SAMUEL AGW WARD
I hold a BA in Social Anthropology, and an MA in Cognition and Culture. My work lies within the interdisciplinary field of the Cognitive Science of Religion. I examine the concepts of magical contagion (when the characteristics of one object/subject are perceived to transfer to another object/subject, simply coming into physical contact – such as a belonging of Hitler’s becoming repulsive in its own right) and reciprocal exchange with supramundane beings, utilising both qualitative and quantitative methods. Specifically, I attempt to analyse whether magical contagion might be applied to spirit possession, and why less powerful yet more anthropomorphic supramundane beings are appealed to more for divine intervention than more powerful yet less anthropomorphic beings (for instance, many Roman Catholics throughout time have preferred to pray to saints over God or Jesus Christ). I explore these questions through experimental methods, and through ethnographic research on the African diasporic religion of Vodou, in New Orleans, Louisiana; Vodou being a religion which practices spirit possession, and in which practitioners engage in reciprocal exchange with spirits known as the Lwa. However, I posit that the mental mechanisms which underpin these beliefs and practices may be found in all human minds.

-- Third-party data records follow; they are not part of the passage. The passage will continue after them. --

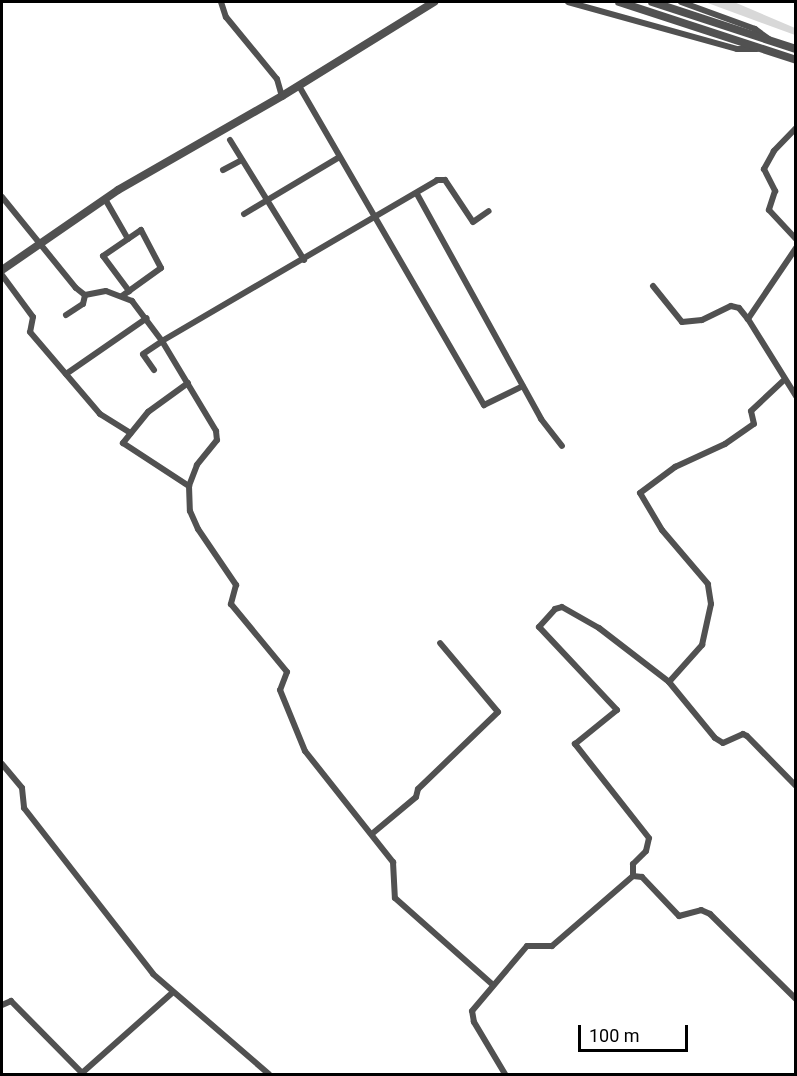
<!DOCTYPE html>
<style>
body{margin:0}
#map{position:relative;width:797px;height:1076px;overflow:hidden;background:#fff;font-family:Roboto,sans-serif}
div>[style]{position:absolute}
.green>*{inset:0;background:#d8d8d8}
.minor>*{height:6px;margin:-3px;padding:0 3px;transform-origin:3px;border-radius:3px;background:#515151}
.tertiary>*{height:8px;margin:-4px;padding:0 4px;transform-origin:4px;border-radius:4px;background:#515151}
span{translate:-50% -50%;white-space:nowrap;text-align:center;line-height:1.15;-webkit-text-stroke:4.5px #fff;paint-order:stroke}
.frame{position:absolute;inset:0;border:3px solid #000;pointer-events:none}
.scale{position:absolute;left:578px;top:1025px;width:110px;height:27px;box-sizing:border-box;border:3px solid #000;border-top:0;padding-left:8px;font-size:18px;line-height:21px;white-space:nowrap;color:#000;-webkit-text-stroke:4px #fff;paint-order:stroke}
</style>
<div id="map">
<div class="green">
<i style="clip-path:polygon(705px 2px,734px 2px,795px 28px,795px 35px)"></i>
</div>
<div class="minor">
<i style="left:221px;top:2px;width:16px;rotate:72deg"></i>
<i style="left:226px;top:17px;width:80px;rotate:50.6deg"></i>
<i style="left:277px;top:79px;width:18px;rotate:74deg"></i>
<i style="left:568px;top:2px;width:175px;rotate:15.5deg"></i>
<i style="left:737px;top:49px;width:20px"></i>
<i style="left:681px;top:2px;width:79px;rotate:20deg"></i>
<i style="left:755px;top:29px;width:17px;rotate:36deg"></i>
<i style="left:299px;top:86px;width:369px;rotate:59.9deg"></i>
<i style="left:484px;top:405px;width:43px;rotate:-26deg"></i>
<i style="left:796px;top:128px;width:32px;rotate:134deg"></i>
<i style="left:774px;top:151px;width:21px;rotate:119deg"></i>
<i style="left:764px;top:169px;width:25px;rotate:63deg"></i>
<i style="left:775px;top:191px;width:20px;rotate:108deg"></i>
<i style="left:769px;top:210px;width:40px;rotate:47deg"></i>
<i style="left:230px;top:140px;width:141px;rotate:58.3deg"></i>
<i style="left:223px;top:170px;width:21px;rotate:-28deg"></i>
<i style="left:417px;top:194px;width:257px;rotate:61.1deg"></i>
<i style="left:541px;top:419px;width:34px;rotate:52deg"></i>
<i style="left:2px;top:197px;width:117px;rotate:50.9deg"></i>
<i style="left:76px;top:288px;width:11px;rotate:38deg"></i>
<i style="left:85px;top:295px;width:21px;rotate:-11deg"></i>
<i style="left:106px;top:291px;width:28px;rotate:21deg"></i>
<i style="left:132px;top:301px;width:50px;rotate:53.1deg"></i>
<i style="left:162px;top:341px;width:105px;rotate:59deg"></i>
<i style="left:216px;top:431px;width:9px;rotate:84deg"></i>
<i style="left:217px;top:440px;width:32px;rotate:129deg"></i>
<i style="left:197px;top:465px;width:22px;rotate:111deg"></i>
<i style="left:189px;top:486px;width:25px;rotate:88deg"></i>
<i style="left:190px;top:511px;width:20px;rotate:66deg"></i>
<i style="left:198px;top:529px;width:68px;rotate:55.8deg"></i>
<i style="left:236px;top:585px;width:20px;rotate:105deg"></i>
<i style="left:231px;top:604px;width:88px;rotate:50.5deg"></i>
<i style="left:287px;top:672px;width:19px;rotate:111deg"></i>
<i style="left:280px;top:690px;width:66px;rotate:67.7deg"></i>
<i style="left:305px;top:751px;width:142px;rotate:51.6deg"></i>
<i style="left:393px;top:862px;width:36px;rotate:87deg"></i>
<i style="left:395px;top:898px;width:130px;rotate:41.6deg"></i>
<i style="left:105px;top:199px;width:46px;rotate:60.1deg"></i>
<i style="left:244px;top:214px;width:109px;rotate:-30.8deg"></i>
<i style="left:796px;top:248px;width:86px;rotate:124.1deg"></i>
<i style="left:748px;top:319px;width:91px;rotate:58.1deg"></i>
<i style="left:2px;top:275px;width:52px;rotate:53.6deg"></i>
<i style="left:33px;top:317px;width:15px;rotate:101deg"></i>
<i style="left:30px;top:332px;width:108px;rotate:49.5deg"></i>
<i style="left:100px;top:414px;width:36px;rotate:32deg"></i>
<i style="left:653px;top:286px;width:46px;rotate:51.1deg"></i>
<i style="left:682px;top:322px;width:20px;rotate:-6deg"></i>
<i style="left:702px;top:320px;width:32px;rotate:-26deg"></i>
<i style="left:731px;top:306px;width:8px;rotate:14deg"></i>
<i style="left:739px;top:308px;width:14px;rotate:51deg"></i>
<i style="left:122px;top:296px;width:48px;rotate:-35.7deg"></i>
<i style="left:161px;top:268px;width:43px;rotate:-117.8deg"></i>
<i style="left:141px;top:230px;width:46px;rotate:145.6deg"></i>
<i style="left:103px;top:256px;width:44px;rotate:53.4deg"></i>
<i style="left:66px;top:315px;width:20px;rotate:-33deg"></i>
<i style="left:83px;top:304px;width:9px;rotate:-77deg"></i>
<i style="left:154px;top:370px;width:19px;rotate:-125deg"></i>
<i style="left:143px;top:354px;width:23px;rotate:-34deg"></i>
<i style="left:162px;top:341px;width:319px;rotate:-30.3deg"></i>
<i style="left:437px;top:180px;width:8px"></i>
<i style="left:445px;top:180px;width:50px;rotate:56.3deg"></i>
<i style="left:473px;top:222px;width:19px;rotate:-35deg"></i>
<i style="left:66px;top:374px;width:98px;rotate:-34.7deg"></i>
<i style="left:188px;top:383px;width:49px;rotate:144.1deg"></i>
<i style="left:148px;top:412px;width:40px;rotate:129deg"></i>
<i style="left:123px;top:443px;width:79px;rotate:33.1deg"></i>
<i style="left:669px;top:682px;width:50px;rotate:-48.3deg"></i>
<i style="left:702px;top:645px;width:42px;rotate:-77.6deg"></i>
<i style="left:711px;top:604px;width:20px;rotate:-99deg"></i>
<i style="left:708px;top:584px;width:71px;rotate:-130.4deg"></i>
<i style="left:662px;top:530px;width:43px;rotate:-120.7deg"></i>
<i style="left:640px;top:493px;width:44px;rotate:-36.6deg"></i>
<i style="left:675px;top:467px;width:55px;rotate:-24.7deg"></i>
<i style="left:725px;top:444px;width:35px;rotate:-35deg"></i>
<i style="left:754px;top:424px;width:13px;rotate:-103deg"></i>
<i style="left:751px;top:411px;width:44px;rotate:-43.2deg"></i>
<i style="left:2px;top:764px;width:31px;rotate:50deg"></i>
<i style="left:22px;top:788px;width:20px;rotate:84deg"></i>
<i style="left:24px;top:808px;width:210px;rotate:52.1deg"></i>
<i style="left:153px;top:974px;width:153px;rotate:40.8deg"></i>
<i style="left:373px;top:833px;width:56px;rotate:-39.9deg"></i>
<i style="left:416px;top:797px;width:8px;rotate:-76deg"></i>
<i style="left:418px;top:789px;width:111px;rotate:-43.9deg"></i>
<i style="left:498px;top:712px;width:90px;rotate:-130deg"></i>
<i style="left:633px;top:876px;width:9px;rotate:6deg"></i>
<i style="left:642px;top:877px;width:54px;rotate:46.5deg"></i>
<i style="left:679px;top:916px;width:23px;rotate:-15deg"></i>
<i style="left:701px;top:910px;width:10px;rotate:24deg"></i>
<i style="left:710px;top:914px;width:121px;rotate:44.7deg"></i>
<i style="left:2px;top:1005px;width:10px;rotate:-24deg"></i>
<i style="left:11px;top:1001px;width:101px;rotate:45.4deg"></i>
<i style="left:82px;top:1073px;width:120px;rotate:-41.6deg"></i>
<i style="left:505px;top:1074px;width:61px;rotate:-120.8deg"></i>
<i style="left:474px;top:1022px;width:11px;rotate:-100deg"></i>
<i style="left:472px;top:1011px;width:85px;rotate:-49.8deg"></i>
<i style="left:527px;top:946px;width:25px"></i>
<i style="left:552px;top:946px;width:107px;rotate:-40.8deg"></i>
<i style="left:633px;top:876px;width:12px;rotate:-90deg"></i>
<i style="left:633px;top:864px;width:18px;rotate:-45deg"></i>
<i style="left:646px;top:851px;width:13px;rotate:-77deg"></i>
<i style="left:649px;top:838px;width:120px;rotate:-128.2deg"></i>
<i style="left:575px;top:744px;width:54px;rotate:-39deg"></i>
<i style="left:617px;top:710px;width:114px;rotate:-133.2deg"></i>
<i style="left:539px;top:627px;width:24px;rotate:-48deg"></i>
<i style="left:555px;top:609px;width:7px;rotate:-16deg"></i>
<i style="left:562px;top:607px;width:43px;rotate:29.6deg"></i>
<i style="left:599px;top:628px;width:88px;rotate:37.6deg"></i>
<i style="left:669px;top:682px;width:72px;rotate:50.6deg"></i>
<i style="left:715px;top:738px;width:9px;rotate:32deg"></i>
<i style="left:723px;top:743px;width:22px;rotate:-24deg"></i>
<i style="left:743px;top:734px;width:4px;rotate:27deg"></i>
<i style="left:747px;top:736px;width:70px;rotate:45.6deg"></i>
</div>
<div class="tertiary">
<i style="left:619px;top:2px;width:186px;rotate:18.1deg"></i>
<i style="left:652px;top:2px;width:151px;rotate:18.1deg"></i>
<i style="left:2px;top:270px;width:141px;rotate:-34.6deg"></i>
<i style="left:118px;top:190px;width:189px;rotate:-29.8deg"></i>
<i style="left:282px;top:96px;width:179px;rotate:-31.7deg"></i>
</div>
<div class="frame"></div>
<div class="scale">100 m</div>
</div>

I am an audio editor for the Religious Studies Project podcast; an international, collaborative project which produces a weekly podcast on the social scientific study of religion. I have also contributed to the Cultural Evolution of Religion Consortium (CERC), for their Database of Religious History.
Besides cognitive anthropology and the Cognitive Science of Religion, I maintain an interest in behavioural economics, economic anthropology, and the potential for cross-fertilisation between the two, especially in term of policy applications.